"My heart aches for the people I've seen," Mitt Romney said, on the second day of his Ohio bus tour. He's now telling stories of economic hardship among the people he's met.
Up until now, Romney's stories on the campaign trail have been about business successes -- people who started businesses in garages and grew their companies into global giants, entrepreneurs who succeeded because of grit and determination, millionaires who began poor. Horatio Alger updated.
Curiously absent from these narratives have been the stories of ordinary Americans caught in an economy over which they have no control. That is, most of us.
At least until now.
"I was yesterday with a woman who was emotional," Romney recounts, "and she said, "Look, I've been out of work since May.' She was in her 50s. She said, "I don't see any prospects. Can you help me?'"
Could it be Romney is finally getting the message that many Americans need help through no fault of their own?
"There are so many people in our country that are hurting right now," Romney says. "I want to help them."
Later in the day, Romney told NBC that because of his efforts as governor of Massachusetts, "one hundred percent of the kids in our state had health insurance. I don't think there's anything that shows more empathy and care about the people of this country than that kind of record."
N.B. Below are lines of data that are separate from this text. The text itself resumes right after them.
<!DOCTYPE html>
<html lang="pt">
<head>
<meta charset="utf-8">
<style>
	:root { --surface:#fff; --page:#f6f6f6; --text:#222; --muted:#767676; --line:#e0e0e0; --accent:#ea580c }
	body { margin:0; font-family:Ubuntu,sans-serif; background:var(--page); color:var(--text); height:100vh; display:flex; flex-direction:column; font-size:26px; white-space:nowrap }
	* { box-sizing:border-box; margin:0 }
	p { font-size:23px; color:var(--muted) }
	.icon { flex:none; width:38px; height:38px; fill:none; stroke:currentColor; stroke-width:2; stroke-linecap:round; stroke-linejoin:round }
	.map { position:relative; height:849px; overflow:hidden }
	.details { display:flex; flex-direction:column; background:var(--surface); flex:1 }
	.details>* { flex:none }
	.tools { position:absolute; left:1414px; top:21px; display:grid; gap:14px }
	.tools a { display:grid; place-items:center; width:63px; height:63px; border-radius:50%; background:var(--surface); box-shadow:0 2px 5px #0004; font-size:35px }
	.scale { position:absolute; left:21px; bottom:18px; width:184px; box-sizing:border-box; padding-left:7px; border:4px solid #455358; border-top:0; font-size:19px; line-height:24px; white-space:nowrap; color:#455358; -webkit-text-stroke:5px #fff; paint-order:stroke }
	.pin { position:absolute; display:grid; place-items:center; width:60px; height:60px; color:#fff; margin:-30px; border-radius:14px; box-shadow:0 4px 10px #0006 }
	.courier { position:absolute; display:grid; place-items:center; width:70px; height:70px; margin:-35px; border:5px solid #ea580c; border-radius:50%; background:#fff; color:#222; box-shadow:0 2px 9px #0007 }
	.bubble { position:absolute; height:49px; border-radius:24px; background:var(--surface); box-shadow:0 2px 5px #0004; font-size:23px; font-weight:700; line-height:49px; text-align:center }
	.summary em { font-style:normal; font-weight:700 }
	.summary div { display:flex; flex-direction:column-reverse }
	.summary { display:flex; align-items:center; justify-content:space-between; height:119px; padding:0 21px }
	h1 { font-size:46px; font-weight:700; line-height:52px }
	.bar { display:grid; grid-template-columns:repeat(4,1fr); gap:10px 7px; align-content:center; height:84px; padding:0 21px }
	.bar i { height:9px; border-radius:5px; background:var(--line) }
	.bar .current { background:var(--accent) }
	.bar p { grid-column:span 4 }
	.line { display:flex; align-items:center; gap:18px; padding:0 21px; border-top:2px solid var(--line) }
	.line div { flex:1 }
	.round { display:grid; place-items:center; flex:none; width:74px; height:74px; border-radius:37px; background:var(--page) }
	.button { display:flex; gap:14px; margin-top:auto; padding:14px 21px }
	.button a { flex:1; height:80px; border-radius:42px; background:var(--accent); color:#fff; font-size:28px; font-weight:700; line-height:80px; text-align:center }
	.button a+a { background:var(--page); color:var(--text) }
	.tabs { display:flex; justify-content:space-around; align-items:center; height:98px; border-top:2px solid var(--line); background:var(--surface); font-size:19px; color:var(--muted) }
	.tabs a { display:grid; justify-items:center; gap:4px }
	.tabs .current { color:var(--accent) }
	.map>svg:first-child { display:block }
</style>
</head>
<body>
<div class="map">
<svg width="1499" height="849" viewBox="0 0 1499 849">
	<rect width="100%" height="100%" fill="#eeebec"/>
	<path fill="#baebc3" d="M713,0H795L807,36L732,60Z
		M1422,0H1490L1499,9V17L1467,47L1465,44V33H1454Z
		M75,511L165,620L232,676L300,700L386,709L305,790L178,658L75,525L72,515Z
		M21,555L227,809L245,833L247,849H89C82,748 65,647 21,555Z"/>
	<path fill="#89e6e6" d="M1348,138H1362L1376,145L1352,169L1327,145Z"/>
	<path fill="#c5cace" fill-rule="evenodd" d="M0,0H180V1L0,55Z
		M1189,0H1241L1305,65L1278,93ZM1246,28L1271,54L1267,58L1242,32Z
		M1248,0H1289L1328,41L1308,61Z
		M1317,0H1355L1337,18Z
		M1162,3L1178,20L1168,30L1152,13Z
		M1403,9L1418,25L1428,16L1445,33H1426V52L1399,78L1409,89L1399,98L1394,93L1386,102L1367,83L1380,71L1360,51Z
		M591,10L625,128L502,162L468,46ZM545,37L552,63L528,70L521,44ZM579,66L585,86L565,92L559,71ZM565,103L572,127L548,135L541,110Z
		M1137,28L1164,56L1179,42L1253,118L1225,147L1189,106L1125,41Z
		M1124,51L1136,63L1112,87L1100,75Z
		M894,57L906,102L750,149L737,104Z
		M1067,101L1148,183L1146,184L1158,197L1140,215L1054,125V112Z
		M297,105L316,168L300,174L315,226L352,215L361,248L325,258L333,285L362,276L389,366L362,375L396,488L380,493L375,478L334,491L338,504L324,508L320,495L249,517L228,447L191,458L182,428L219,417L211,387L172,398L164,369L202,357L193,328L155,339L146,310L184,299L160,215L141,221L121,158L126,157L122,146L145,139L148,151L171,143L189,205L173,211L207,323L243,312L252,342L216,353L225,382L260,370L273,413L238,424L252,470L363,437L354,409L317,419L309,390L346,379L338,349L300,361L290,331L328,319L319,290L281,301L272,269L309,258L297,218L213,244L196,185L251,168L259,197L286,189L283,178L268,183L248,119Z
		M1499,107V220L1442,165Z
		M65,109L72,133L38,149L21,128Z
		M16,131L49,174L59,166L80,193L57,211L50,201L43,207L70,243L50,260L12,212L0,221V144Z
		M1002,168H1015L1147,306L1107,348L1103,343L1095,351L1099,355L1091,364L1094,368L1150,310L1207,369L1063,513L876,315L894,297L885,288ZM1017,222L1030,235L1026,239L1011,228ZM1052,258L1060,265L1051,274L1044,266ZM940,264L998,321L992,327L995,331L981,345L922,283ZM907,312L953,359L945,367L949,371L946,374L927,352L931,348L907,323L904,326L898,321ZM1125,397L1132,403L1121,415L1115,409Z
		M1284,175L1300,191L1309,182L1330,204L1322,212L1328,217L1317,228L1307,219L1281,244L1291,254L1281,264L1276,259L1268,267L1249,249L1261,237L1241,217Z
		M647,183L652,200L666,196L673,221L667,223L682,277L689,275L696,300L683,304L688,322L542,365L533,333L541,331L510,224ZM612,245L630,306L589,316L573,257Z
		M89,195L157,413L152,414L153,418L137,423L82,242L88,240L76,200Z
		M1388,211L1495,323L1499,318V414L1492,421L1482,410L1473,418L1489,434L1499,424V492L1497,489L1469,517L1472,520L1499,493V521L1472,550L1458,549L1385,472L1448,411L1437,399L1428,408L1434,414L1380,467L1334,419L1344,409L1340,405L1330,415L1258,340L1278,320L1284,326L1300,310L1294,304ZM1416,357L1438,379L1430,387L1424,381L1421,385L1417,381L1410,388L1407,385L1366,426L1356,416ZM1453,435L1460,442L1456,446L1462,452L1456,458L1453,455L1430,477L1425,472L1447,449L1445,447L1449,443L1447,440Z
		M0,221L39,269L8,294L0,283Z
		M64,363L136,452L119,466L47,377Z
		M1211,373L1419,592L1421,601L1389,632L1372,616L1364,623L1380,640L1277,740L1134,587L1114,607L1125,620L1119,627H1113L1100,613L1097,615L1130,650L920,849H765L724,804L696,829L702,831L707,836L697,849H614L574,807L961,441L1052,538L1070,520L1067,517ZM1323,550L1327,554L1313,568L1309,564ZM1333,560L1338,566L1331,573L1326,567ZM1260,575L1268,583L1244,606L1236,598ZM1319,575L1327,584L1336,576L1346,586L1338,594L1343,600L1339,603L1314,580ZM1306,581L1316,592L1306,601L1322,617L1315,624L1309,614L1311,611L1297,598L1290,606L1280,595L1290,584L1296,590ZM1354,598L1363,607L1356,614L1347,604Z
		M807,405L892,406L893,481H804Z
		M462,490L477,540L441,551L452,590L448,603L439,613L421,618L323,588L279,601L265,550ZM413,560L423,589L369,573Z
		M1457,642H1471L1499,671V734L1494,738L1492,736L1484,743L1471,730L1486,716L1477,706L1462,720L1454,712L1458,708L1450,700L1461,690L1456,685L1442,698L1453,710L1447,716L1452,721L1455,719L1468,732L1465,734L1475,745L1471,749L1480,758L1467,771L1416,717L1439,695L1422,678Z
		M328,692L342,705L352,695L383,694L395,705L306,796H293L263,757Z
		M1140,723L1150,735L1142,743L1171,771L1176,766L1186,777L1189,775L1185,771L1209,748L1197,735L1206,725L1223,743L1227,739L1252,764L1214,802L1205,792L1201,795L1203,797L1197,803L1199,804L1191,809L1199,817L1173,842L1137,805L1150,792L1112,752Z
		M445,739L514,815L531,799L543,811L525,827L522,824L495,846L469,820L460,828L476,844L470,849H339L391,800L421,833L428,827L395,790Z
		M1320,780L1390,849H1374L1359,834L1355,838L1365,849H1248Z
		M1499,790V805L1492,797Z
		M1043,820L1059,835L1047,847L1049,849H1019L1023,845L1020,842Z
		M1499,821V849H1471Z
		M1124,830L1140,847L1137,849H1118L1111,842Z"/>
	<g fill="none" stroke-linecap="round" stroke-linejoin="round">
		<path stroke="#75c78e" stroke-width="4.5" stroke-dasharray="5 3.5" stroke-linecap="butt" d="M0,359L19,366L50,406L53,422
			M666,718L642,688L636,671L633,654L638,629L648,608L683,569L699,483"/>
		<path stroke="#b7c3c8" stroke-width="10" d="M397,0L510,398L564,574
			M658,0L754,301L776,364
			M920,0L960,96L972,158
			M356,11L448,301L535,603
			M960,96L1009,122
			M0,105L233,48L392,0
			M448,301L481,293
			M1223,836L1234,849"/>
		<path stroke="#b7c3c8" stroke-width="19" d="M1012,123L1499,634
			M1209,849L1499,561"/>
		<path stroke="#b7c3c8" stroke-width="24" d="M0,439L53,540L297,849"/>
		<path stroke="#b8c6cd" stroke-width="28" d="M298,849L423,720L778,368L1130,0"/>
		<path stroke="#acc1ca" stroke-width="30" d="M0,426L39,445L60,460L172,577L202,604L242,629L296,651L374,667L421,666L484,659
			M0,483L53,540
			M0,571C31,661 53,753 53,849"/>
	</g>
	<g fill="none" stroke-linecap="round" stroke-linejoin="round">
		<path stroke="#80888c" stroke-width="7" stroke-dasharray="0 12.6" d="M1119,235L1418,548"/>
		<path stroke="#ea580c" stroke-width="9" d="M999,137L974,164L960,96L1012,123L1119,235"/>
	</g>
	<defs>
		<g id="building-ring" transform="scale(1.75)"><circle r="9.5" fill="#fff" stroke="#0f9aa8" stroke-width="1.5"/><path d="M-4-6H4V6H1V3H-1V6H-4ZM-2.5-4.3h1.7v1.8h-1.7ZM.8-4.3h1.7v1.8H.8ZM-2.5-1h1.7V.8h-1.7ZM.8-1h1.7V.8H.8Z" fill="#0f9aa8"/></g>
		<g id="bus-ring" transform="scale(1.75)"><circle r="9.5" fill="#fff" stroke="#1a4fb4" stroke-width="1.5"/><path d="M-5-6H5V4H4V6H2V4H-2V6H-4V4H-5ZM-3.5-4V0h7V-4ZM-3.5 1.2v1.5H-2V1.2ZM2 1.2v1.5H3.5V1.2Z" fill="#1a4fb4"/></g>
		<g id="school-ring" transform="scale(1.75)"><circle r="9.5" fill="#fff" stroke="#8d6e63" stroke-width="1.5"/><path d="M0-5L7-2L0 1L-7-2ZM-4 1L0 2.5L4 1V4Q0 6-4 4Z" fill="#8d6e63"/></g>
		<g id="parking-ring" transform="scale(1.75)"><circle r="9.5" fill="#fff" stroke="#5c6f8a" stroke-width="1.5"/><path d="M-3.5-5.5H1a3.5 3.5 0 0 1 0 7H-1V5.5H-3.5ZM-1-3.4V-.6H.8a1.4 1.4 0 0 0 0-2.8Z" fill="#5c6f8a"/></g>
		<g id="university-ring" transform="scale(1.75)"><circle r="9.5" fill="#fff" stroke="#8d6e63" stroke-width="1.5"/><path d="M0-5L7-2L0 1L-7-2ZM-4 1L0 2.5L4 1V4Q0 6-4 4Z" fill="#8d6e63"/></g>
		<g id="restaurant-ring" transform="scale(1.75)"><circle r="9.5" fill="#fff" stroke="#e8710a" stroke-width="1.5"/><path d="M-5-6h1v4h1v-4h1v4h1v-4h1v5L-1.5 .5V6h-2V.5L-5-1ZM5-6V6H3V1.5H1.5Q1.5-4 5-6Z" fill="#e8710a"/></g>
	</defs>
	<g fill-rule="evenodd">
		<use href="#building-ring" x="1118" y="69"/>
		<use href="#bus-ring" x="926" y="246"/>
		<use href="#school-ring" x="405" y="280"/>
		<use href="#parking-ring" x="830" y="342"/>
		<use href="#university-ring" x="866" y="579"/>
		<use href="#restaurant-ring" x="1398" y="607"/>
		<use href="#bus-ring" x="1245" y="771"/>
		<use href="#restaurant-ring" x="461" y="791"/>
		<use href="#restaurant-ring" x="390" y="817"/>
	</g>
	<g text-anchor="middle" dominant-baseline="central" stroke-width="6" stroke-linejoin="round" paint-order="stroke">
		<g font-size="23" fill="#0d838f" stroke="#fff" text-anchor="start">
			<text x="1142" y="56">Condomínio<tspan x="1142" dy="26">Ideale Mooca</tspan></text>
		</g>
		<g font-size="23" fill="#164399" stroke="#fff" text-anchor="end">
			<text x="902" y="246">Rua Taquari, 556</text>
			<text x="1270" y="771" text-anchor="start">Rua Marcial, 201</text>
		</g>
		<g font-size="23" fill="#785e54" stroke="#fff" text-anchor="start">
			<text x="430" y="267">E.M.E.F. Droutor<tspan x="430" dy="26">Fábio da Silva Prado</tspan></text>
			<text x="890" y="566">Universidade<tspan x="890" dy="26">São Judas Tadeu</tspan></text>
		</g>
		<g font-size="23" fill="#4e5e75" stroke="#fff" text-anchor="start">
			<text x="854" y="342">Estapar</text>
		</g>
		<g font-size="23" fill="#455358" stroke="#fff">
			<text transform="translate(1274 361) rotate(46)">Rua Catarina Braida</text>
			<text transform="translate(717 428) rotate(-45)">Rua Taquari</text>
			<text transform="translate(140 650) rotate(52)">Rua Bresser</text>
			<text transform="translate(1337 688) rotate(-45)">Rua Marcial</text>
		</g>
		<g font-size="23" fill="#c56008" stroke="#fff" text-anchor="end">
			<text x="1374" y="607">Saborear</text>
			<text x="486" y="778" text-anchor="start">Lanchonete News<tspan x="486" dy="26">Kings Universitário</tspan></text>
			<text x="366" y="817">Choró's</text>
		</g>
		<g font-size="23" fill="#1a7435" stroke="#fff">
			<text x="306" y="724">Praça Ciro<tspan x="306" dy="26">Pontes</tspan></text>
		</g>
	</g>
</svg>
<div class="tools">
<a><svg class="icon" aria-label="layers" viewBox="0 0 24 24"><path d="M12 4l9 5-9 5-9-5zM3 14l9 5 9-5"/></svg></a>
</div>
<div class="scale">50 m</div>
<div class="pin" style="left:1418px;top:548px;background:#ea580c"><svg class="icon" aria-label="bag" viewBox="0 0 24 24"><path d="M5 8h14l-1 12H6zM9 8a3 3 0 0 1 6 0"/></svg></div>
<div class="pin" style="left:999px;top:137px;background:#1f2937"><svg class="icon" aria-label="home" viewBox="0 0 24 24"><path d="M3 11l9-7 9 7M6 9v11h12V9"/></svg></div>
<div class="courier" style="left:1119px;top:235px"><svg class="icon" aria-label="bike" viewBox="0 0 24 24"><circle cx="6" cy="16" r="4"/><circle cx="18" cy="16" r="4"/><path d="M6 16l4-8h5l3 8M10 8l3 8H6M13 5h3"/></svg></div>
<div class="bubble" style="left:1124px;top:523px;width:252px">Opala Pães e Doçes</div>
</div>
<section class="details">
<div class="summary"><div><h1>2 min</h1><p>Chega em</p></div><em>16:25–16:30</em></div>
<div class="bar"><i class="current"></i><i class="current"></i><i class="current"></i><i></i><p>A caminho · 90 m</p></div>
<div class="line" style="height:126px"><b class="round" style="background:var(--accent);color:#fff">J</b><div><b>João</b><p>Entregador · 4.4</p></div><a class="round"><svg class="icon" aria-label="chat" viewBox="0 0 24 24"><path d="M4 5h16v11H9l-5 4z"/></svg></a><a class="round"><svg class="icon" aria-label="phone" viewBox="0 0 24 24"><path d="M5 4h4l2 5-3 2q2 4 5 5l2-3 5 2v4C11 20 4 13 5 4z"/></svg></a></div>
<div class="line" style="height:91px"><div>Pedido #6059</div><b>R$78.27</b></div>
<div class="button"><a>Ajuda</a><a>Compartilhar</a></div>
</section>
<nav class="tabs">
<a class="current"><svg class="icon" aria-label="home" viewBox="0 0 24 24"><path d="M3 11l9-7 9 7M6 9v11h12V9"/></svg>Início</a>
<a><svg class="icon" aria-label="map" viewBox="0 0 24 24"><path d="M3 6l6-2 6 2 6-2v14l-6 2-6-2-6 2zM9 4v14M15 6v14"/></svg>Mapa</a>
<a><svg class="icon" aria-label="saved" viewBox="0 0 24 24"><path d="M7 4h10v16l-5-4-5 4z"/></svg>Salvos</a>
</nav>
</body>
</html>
But the repackaging of Mitt as a compassionate conservative won't work. The good citizens of Ohio -- as elsewhere -- have reason to be skeptical.
This is, after all, the same Mitt Romney who told his backers in Boca Raton that 47 percent of Americans are dependent on government and unwilling to take care of themselves.
It's the same Romney who was against bailing out GM and Chrysler. One in eight jobs in Ohio is dependent on the automobile industry. Had GM and Chrysler gone under, unemployment in Ohio would be closer to the national average of 8.1 percent than the 7.2 percent it is today.
This is the same Romney who has been against extending unemployment benefits. Or providing food stamps or housing benefits for families that have fallen into poverty. Or medical benefits. To the contrary, Romney wants to repeal Obamacare, turn Medicare into vouchers, and turn Medicaid over to cash-starved states.
This is the same Mitt Romney who doesn't worry that Wall Street financiers -- including his own Bain Capital -- have put so much pressure on companies for short-term profits that they're still laying off workers and reluctant to take on any more.
And the same Mitt who doesn't want government to spend money repairing our crumbling infrastructure, rebuilding our schools, or rehiring police and firefighters and teachers.
Romney says he feels their pain but his policy prescriptions would create more pain.